# repair crack in an extremmely rare bottle



## stinger haut (Jul 14, 2007)

I just plucked one the most rare Hawaiian bottles this afternoon from my cliffside dump.
 I cleaned it up and its about mint, but has a crack part way across its shoulder.
 Normally, I just toss any bottles away with cracks, but this is one rare bottle.
 Any suggestions on sealing the crack? Its aqua and the crack is on the inside of the bottle.
 Stinger


----------



## Bottle tumbler (Jul 15, 2007)

this works good, heat bottle with hair dryer then apply to crack, watch it go away
 http://www.hisglassworks.com/cart/cart.php?m=product_detail&p=94
 rick


----------



## stinger haut (Jul 15, 2007)

Rick, thanks for the information on the crack repair.
 I have been using the faster setting Hxtal for repairs, does it matter which one I use?
 I have even tumbled a couple of repaired bottles with Hxtal and they came out fine.
 Again thanks,
 Stinger.


----------



## Bottle tumbler (Jul 16, 2007)

I use to use the faster stuff also.
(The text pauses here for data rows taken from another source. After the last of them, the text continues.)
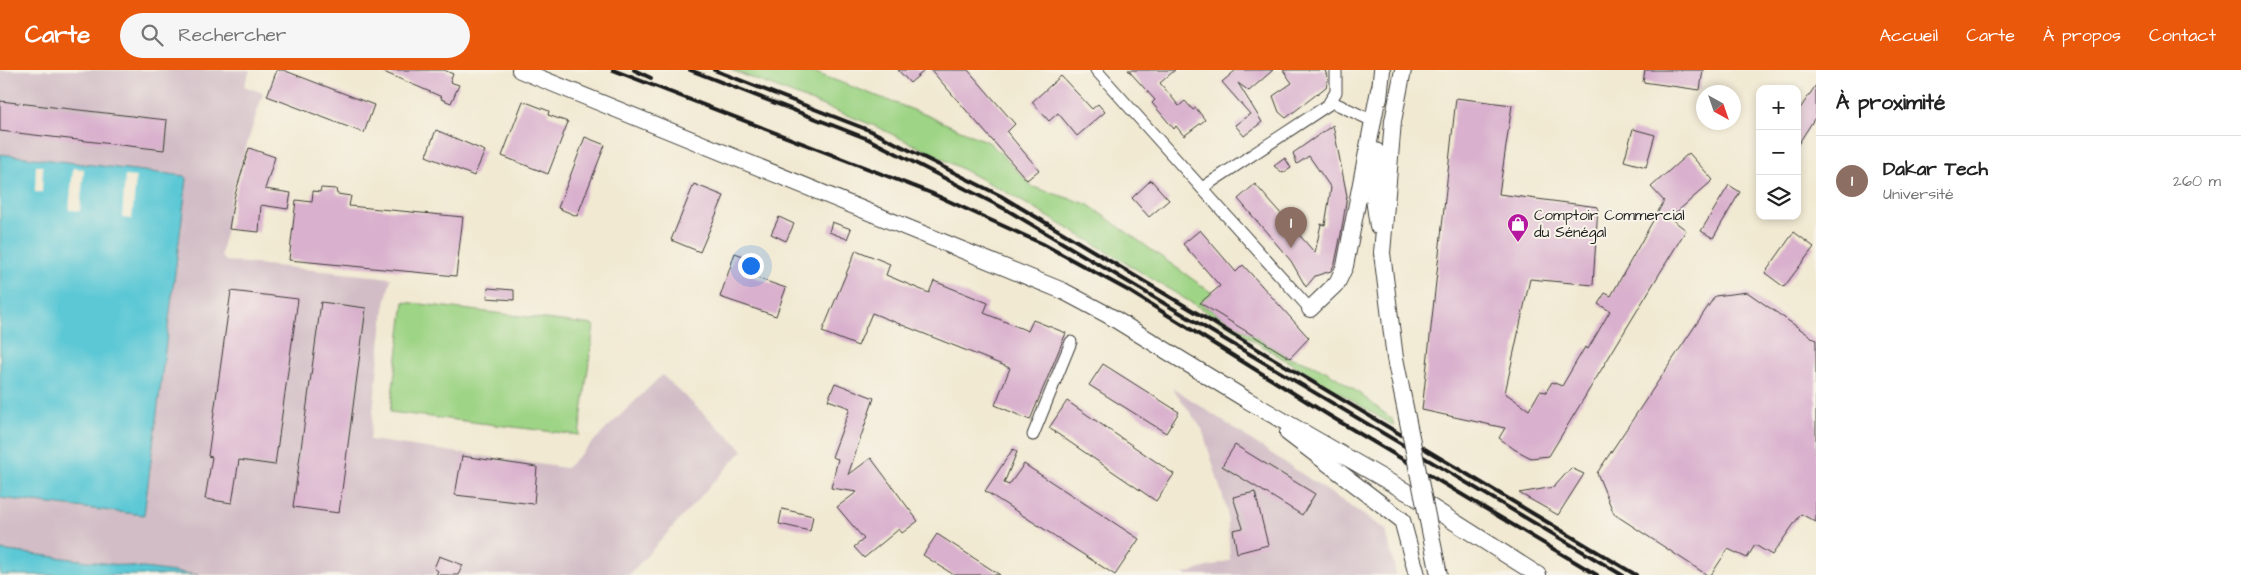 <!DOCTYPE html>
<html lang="fr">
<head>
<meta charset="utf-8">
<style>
  :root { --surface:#fff; --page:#f6f6f6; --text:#222; --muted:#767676; --line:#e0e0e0; --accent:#ea580c }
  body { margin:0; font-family:"Architects Daughter",sans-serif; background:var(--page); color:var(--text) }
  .controls { position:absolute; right:15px; top:15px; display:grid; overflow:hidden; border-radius:10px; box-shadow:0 2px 8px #0003 }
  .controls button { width:45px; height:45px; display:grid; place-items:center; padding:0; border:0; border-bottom:1px solid var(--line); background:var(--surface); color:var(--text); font:25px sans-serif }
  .compass { position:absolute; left:1696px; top:15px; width:45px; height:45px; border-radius:50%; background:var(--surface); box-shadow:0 2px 8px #0003; rotate:140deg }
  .you { position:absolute; left:750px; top:195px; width:18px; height:18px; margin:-12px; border:4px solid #fff; border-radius:50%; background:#1a73e8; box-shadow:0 0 0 8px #1a73e833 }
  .badge { display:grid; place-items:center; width:32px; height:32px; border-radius:50%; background:var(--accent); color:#fff; font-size:16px; font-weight:700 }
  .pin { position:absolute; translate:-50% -41px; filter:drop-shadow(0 1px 2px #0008) }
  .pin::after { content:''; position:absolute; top:26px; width:18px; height:15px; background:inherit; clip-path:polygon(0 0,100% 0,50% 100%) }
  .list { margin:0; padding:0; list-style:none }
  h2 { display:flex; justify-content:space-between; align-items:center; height:65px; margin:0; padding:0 20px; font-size:21px }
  h2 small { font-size:16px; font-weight:400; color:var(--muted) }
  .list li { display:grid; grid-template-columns:32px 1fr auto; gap:15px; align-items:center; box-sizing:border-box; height:90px; padding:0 20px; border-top:1px solid var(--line) }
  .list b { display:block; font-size:19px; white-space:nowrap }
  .list p { margin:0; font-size:16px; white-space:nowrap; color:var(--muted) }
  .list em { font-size:16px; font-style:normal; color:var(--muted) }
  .icon { flex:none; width:28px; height:28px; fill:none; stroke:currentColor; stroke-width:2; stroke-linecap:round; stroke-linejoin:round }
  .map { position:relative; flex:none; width:1816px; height:505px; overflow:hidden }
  header { display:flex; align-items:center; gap:30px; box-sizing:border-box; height:70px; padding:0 25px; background:var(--accent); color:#fff }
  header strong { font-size:24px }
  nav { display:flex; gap:28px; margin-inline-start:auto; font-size:18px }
  .search { width:350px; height:45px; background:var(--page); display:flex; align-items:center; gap:12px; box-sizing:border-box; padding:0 18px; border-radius:28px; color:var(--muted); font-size:19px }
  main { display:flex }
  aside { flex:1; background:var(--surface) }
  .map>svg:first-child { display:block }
</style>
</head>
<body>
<header>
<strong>Carte</strong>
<div class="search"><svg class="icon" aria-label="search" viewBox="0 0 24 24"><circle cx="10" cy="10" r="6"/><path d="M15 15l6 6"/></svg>Rechercher</div>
<nav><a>Accueil</a><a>Carte</a><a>À propos</a><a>Contact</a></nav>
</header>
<main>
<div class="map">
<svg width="1816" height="505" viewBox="0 0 1816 505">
  <rect width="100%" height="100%" fill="#f7f3e8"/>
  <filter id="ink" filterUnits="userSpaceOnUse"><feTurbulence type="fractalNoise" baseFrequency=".02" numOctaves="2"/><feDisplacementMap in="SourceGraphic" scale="10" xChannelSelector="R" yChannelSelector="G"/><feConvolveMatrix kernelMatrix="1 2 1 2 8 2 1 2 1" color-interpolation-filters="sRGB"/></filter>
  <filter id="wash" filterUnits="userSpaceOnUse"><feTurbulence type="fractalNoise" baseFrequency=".0096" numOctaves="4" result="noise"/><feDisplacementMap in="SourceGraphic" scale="20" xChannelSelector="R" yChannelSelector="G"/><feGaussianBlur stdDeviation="1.12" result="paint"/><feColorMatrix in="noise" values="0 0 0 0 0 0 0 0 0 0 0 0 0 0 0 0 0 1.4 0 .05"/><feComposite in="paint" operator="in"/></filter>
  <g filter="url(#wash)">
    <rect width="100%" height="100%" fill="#f1e9d2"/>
    <g fill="#d2bdc6">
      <path d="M0 0H250L244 16 263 23 232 122 221 186 226 191 391 208 384 239 370 370 566 398 662 305 743 380 629 505H0Z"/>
      <path d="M1172 317 1386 460 1396 505H1182L1230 490 1227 440 1202 359Z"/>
    </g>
    <g fill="#9ed485" stroke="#5d7850">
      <path d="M731 0H808L924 44 990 73 1033 117 1087 134 1212 223 1201 234 1290 288C1327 294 1363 327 1392 349L1394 356 1098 176 1006 122 935 85 875 56Z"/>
      <path d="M404 232 594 255 579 365 390 342Z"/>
    </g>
    <g fill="#5cc8d5" stroke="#3c7278">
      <path d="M0 84 185 106 187 109 144 445 0 428Z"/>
      <path d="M0 480 199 505H0Z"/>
    </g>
    <g fill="#f1e9d2">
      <path d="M36 96H43L42 122H35Z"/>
      <path d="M73 98 84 99 80 141 69 140Z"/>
      <path d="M125 106 136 107 132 149 122 148Z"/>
    </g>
    <g id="blocks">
      <g fill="#d9b0cd">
        <path d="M277 0H283L374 35 364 63 267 26Z"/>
        <path d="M379 0H444L453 4 450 12 459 15 451 33 441 29 442 27Z"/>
        <path d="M898 0H925L910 13Z"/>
        <path d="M931 0H968L1015 54 1007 62 1039 100 1027 110Z"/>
        <path d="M1128 0H1175L1160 13 1179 36 1185 31 1193 40 1196 38 1205 50 1184 66 1176 56 1174 59 1152 33 1155 30Z"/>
        <path d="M1236 0H1273L1249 21 1238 13 1262 52 1244 66 1235 55 1250 44 1222 12Z"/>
        <path d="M1283 0H1325L1328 10 1326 17 1286 48 1279 42 1273 26 1292 13Z"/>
        <path d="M1645 0H1703L1700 20 1643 12Z"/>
        <path d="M1061 6 1092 39 1098 34 1105 42 1077 66 1058 43 1049 51 1032 32Z"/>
        <path d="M1816 15V46L1797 76V43Z"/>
        <path d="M1456 28 1512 35 1499 124 1598 137 1593 215 1530 209 1505 323 1529 340 1540 321 1546 322 1552 312 1562 316 1585 277 1588 279 1610 241 1598 234 1605 223 1611 226 1664 131 1651 117 1689 83 1713 110 1670 148 1686 160 1549 386 1531 388 1514 379 1499 368 1505 358 1422 340Z"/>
        <path d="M0 31 167 50 164 80 0 61Z"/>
        <path d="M523 31 549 41 548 45 568 52 548 104 502 86Z"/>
        <path d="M1333 55 1347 126 1341 164 1335 193 1331 201 1315 206 1306 217 1291 191 1238 129 1255 114 1315 183 1321 154 1325 155 1331 118 1309 86 1297 94 1293 83Z"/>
        <path d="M1633 59 1655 65 1646 97 1624 91Z"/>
        <path d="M436 60 485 81 474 106 426 86Z"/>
        <path d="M585 67 605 75 577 146 558 138Z"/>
        <path d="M249 78 275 87 265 119 291 123 288 139 261 135 259 162 229 159 234 128Z"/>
        <path d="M1285 88 1291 98 1283 103 1274 96Z"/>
        <path d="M1151 110 1169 130 1149 147 1132 128Z"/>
        <path d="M694 114 724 126 700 182 671 170Z"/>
        <path d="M1729 115 1740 122 1713 168 1701 161Z"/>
        <path d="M321 118 336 119 337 124 351 126 349 136 463 147 456 206 289 190 296 130 312 132 313 121 320 122Z"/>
        <path d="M779 147 794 154 786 171 771 164Z"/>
        <path d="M832 152 851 159 847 169 829 162Z"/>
        <path d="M1200 160 1236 202 1243 195 1309 268 1290 288 1200 233 1220 216 1183 174Z"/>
        <path d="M1794 162 1814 177 1784 217 1765 203Z"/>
        <path d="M856 180 890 194 886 205 929 223 934 211 988 233 984 243 1028 261 1033 250 1066 263 1030 350 995 335 1010 298 872 243 858 276 822 262Z"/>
        <path d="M735 183 751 189 745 204 786 218 776 246 720 227Z"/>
        <path d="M488 218 514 220V230L487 228Z"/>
        <path d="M231 221 298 229 275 395 239 390 232 433 205 429 212 387 208 386Z"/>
        <path d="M1747 222 1816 270V452L1801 444 1772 485 1755 475 1747 488 1728 479 1711 505H1707L1614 444 1597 403 1715 226Z"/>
        <path d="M321 232 366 238 339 443 293 437Z"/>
        <path d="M1103 294 1179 342 1166 363 1089 315Z"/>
        <path d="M835 313 874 328 848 405 871 388 918 451 902 463 899 459 864 488 854 477 864 469 837 437 857 422 831 418 838 389 832 387 850 338 828 330Z"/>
        <path d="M1067 331 1174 404 1156 431 1049 358Z"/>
        <path d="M1235 375 1315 424 1302 445 1222 396Z"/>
        <path d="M1013 379 1017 382 1004 413 1009 415 1024 394 1139 469 1115 505 985 421Z"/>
        <path d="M462 386 537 397 534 434 455 425Z"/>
        <path d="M1571 398 1584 404 1558 445 1519 423 1554 417Z"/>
        <path d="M1255 422 1268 475 1237 483 1233 460 1243 458 1233 427Z"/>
        <path d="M782 439 813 446 810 461 779 454Z"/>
        <path d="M937 464 1000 505H954L923 485Z"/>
        <path d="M439 486 463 495 458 505H436L438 501 434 498Z"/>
      </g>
    </g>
  </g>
  <g filter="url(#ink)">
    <use href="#blocks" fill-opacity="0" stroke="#3c3b37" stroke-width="1"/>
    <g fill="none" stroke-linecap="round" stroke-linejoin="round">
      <g stroke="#3c3b37" stroke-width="13">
        <g id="street">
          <path d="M1096 0 1310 239"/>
          <path d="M1330 31 1373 51"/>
          <path d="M1202 118 1328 35 1336 22V0"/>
          <path d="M1033 365 1071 272"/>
        </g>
      </g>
      <g stroke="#3c3b37" stroke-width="18">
        <g id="secondary">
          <path d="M520 0 1063 221 1108 245 1247 330 1412 425 1538 505"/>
          <path d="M1379 29 1382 0"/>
          <path d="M1376 81 1374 129 1378 156"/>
          <path d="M1382 183 1393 51 1403 0"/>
          <path d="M1310 239 1337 213 1345 196 1379 20"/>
          <path d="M1288 363 1402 450 1417 505"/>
        </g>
      </g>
      <use href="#street" stroke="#fff" stroke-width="11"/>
      <use href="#secondary" stroke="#fff" stroke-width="16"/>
      <g stroke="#1c1c1c" stroke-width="4">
        <path d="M613 0 931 123 1043 174 1129 221 1330 346 1597 505"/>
        <path d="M634 0 651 8"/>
        <path d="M690 0 868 69 1007 140 1622 505"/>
        <path d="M714 0 871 61 1001 126 1636 505"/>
      </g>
      <g stroke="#3c3b37" stroke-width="18" stroke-linecap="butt">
        <path id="secondary-bridge" d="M1382 183 1395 288 1439 505"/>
      </g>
      <use href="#secondary-bridge" stroke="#fff" stroke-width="16"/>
    </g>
  </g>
  <defs>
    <g id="shop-pin" transform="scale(1.125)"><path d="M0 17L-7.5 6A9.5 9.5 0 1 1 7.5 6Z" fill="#b5179e" stroke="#f7f3e8"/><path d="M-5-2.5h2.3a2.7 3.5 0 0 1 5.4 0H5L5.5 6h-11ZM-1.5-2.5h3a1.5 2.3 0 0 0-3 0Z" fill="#fff"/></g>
  </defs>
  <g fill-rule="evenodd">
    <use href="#shop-pin" x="1518" y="154"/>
  </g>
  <g text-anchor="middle" stroke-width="4" stroke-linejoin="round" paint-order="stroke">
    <g font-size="15" fill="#1c1c1c" stroke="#f7f3e8" text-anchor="start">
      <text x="1534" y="150">Comptoir Commercial<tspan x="1534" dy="17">du Sénégal</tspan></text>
    </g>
  </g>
</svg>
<div class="controls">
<button>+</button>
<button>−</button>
<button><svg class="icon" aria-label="layers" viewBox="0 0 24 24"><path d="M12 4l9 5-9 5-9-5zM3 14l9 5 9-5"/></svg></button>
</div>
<svg class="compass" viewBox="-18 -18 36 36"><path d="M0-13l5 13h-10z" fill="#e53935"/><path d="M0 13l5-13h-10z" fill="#767676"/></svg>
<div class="you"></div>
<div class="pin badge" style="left:1291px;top:178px;background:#8d6e63">1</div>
</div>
<aside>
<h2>À proximité<small></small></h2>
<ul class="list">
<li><span class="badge" style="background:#8d6e63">1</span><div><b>Dakar Tech</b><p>Université</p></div><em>260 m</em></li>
</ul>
</aside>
</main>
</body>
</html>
I dont think it has the same viscosity, ( as thin ) when heated but it works good.
 I have bought some other epoxy that is much easier to mix, a 60/40 mix, and if you add more hardner it works faster and gets harder, cost me 80 a gallon, I like it better then hxtal or it's sister stuff.

 rick


----------



## stinger haut (Jul 18, 2007)

Rick,
 I hate to try and mix the Hxtal because you can be a little off and it doesn't go off.
 Would your new expoy work  for my cracked bottle?
 Stinger


----------



## Bottle tumbler (Jul 18, 2007)

Yes it will work good. like i said 60/40 or 50/50 for a fast cure time. just like hxtal it wont hide it 100%

 rick


----------



## stinger haut (Jul 19, 2007)

Rick,
 Would you be willing to tell me where you get your new expoy?
 Thanks,
 Stinger


----------



## stinger haut (Jul 19, 2007)

Lobes, your right about using the syringes. They make the mixing much easier and more accurate.
 I just the long set up time that Hxtal takes.
 Stinger


----------



## Bottle tumbler (Jul 19, 2007)

phone 909-625-0056 ask for their epoxy that dries water clear, it has on the list 100% to 40 hardner. i have done it 50/50 with 24 hour drying time, and have polishe dit to a shine.
 the name is www.silpak.com
 rick


----------



## stinger haut (Jul 19, 2007)

Rick, thank you for giving me the website and phone number for your expoy connection.
 You are always very helpful, thanks again.
 Stinger


----------



## stinger haut (Jul 23, 2007)

Hey Rick,
 I talked to the tech at Silpack and he said that the clear expoy yellows over time.
 So, he suggested that I use the RU-570 A/B instead.
 He said that it won't yellow, can take the tumbling of a machine and is very durable.
 Whats your take on this info?
 Stinger
 Oh, check out on ebay under sodas, user name Carolinapontil and look at the Babb soda he has for sale. It is packed with close to the surface bubbles. He does his own tumbling (he is pretty good) and he mentions using a new method to clean his bottles. If  you were to tumble that bottle using standard copper, it probably would have popped a lot of those bubbles.


----------



## HawaiiGlass4me (Aug 3, 2007)

Hey Pono

 Good luck with the repair. Which bottle is it?


----------



## irish digger (Aug 5, 2007)

very interesting i must give it a try on a glass jug i have,thanks  for the information


----------



## Bottle tumbler (Aug 5, 2007)

yes stringer thats what i have. it works very good and is as hard as glass when it dries.

 rick


----------



## wedigforyou (Sep 4, 2007)

Will these type of epoxys work on cracks in a honey amber flask? I fractured a beauty my son found and I'm wondering if it will cover the cracks - none of the pieces are loose.  Is the epoxy only meant for a piece that's broken away? Thanks for any advice. [&:]


----------



## Bottle tumbler (Sep 4, 2007)

it will fix a crack, use a hair dryer to heat the bottle and then apply some to the area.

 rick


----------